According to Gartner, IT services will grow the fastest at 13.8 percent in 2017 followed by software at 13.4 percent. Firms in the banking and securities industry are investing more in enterprise resource planning (ERP), supply chain management (SCM), customer relationship management (CRM) to upgrade their existing infrastructure.
The Gartner report comes soon after Amitabh Kant, CEO of the government think-tank NITI Aayog, predicts that banks will soon go the online way, and that ‘physical banking’, as it exists now, will be extinct in a five years.
“It will be very difficult for physical banks to survive, because the cost of physical banks will be so enormous. It will be so enormous compared to an online instrument, many of the fintech start-ups, and their ability to do data analysis (and) providing lending,” Kant said at an event.
What Kant is talking about are the technological innovations that will allow internet-based banks (including the physical banks of today as well who adopt new technology) to be more cost- as well as time-effective.
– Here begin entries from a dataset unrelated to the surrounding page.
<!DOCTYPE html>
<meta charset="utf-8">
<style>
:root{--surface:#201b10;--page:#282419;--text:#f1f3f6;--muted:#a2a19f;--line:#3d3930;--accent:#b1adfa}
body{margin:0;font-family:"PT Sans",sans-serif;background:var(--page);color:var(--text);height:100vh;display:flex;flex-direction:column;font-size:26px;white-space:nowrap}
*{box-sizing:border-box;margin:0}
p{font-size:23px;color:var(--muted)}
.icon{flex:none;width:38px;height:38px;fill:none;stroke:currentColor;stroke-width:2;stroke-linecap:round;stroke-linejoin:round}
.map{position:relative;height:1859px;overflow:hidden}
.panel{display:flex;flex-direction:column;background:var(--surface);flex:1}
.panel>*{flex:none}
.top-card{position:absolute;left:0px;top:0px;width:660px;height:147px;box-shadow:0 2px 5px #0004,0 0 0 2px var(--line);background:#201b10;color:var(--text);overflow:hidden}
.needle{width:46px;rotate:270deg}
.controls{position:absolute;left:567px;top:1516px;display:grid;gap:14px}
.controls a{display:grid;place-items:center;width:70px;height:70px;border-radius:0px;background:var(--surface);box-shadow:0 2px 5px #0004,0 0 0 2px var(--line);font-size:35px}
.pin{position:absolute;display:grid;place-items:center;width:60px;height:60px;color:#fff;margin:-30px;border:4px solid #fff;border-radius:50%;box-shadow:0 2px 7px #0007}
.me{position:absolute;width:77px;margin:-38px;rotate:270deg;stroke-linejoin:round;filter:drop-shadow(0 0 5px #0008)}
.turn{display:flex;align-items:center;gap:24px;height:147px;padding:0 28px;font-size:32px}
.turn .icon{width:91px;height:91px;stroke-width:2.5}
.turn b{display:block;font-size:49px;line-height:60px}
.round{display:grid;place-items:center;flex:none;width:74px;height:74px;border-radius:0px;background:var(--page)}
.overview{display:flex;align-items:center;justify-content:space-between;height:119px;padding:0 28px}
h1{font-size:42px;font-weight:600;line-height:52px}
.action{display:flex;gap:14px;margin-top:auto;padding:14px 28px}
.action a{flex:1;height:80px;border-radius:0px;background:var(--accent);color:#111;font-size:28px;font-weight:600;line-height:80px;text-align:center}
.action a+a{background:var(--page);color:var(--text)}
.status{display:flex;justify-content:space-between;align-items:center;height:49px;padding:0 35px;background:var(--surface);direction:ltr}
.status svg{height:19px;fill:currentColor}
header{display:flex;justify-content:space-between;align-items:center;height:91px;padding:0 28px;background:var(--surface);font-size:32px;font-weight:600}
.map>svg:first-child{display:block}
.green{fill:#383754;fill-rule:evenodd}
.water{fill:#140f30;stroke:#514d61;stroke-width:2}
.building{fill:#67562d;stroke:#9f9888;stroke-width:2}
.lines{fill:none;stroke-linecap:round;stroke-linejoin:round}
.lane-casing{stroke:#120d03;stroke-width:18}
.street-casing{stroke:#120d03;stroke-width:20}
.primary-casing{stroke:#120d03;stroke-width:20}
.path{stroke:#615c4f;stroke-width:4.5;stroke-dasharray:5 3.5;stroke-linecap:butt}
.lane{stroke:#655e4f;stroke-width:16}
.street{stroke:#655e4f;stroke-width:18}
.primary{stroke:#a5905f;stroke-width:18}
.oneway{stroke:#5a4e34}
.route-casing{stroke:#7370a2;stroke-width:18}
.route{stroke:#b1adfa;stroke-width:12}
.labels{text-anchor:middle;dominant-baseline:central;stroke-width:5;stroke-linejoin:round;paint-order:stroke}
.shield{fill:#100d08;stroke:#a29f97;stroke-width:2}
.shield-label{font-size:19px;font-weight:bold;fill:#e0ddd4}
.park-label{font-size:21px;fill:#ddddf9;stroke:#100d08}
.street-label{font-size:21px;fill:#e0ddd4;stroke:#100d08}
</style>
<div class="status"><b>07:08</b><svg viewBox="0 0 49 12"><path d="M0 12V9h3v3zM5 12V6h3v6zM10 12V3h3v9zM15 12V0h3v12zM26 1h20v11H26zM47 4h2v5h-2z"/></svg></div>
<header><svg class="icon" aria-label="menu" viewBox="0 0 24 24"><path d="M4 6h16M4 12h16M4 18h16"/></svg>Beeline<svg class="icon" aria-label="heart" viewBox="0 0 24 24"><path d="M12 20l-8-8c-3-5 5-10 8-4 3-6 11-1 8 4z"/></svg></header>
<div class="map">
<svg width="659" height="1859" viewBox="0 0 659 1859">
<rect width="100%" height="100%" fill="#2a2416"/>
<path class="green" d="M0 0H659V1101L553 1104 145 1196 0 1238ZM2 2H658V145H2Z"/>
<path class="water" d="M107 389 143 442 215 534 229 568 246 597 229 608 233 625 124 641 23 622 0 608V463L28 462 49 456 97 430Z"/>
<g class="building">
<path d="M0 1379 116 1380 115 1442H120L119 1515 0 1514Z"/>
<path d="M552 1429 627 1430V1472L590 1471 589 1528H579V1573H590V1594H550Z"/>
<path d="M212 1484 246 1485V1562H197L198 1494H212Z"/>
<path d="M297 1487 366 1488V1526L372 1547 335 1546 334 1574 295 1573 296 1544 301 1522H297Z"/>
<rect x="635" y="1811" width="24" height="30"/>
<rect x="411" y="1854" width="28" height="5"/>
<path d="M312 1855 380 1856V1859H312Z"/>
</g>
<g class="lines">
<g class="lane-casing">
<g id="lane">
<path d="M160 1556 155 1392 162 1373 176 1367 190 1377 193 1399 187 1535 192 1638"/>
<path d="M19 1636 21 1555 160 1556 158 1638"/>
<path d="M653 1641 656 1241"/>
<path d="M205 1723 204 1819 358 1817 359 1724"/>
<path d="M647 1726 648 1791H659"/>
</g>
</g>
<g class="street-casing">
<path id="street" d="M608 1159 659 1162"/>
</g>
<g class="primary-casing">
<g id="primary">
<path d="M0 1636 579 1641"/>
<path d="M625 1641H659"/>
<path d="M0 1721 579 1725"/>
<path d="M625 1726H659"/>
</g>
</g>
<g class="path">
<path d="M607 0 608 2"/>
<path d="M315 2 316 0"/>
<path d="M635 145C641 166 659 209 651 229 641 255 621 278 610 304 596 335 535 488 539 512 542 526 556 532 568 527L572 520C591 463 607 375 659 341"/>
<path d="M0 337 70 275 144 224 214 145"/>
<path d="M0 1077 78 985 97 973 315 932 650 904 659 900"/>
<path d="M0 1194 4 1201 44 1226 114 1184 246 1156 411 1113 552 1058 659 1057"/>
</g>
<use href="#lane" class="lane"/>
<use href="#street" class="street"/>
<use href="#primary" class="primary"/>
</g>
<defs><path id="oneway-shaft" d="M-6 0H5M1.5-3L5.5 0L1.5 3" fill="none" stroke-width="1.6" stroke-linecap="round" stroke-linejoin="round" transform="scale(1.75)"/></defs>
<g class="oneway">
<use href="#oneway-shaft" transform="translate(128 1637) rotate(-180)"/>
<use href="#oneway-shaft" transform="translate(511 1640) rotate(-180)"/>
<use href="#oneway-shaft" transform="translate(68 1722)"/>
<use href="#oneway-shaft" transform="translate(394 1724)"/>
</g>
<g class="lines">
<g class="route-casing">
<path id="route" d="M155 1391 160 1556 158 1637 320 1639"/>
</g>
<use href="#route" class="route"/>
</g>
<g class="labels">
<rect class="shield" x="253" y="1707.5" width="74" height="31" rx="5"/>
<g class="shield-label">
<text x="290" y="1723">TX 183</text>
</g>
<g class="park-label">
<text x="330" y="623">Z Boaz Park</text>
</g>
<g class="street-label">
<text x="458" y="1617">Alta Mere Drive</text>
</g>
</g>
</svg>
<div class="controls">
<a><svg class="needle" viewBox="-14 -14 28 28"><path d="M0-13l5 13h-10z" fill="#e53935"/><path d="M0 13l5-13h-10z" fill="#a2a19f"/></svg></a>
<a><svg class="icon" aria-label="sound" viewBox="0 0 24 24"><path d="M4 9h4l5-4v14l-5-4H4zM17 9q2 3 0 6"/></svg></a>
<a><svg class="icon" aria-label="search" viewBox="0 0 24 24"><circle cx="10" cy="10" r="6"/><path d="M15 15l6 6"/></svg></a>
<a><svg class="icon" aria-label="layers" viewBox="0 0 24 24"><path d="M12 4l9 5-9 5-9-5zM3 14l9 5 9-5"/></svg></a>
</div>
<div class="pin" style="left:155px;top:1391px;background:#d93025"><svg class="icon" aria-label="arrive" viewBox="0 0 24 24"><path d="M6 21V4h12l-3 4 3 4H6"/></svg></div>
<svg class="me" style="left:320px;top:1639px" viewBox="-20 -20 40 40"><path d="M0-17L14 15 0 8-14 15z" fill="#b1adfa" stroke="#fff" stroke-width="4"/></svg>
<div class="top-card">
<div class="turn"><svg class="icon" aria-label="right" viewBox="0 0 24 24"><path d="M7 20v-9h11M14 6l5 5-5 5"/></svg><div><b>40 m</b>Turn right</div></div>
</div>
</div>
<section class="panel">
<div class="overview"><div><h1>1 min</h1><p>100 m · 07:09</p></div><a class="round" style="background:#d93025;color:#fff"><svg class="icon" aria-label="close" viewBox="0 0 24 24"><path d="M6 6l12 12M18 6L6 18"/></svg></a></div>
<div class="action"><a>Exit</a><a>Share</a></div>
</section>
Whenever that happens, it will be smooth transition. With new breakthroughs and improved laws to govern such technology, the physical banks of today would either adopt the new technology, or perish, said Kant.
In a recent article on CXOToday, Virender Jeet, Sr. VP Technology at Newgen Software mentioned, “A true and real digital experience is paperless and branchless. Enterprise mobility technology powered with strong imaging capability can help banks move towards branchless banking.”
The falling cost of Internet access has facilitated the adoption of digital technologies by banks and other enterprises, said a McKinsey report. According to a Digital demand has shot up in consequence—exponential growth in the number of users and Internet use. More consumers rely on the Internet and mobile phones to meet their banking needs. The Indian Banks’ Association’s 2016 survey shows that almost 80 percent of transactions in the newer banks are made through digital channels, according to authors, Aditya Sharma and Renny Thomas.
However, instead of allowing technology to take its own course, the Reserve Bank of India (RBI) announced that it will soon come out with final guidelines on customer protection that will limit client liability in the event of unauthorised electronic banking transactions. In the event of severe cybercrime incidents impacting banks across the globe, in August last year, the RBI had issued a draft circular on limiting the liability of customers in case of fraudulent electronic banking transactions, resulting in debits to their accounts or cards.
Traditional players face huge disruptions, while digital growth is propelling changes in technology and customer mind-sets. This period of disruption presents tremendous growth opportunities. Old banks will need to make bold moves and initiate major transformations to take advantage of them, said McKinsey authors, adding that those that master these new realities could build truly world-class banking businesses at scale.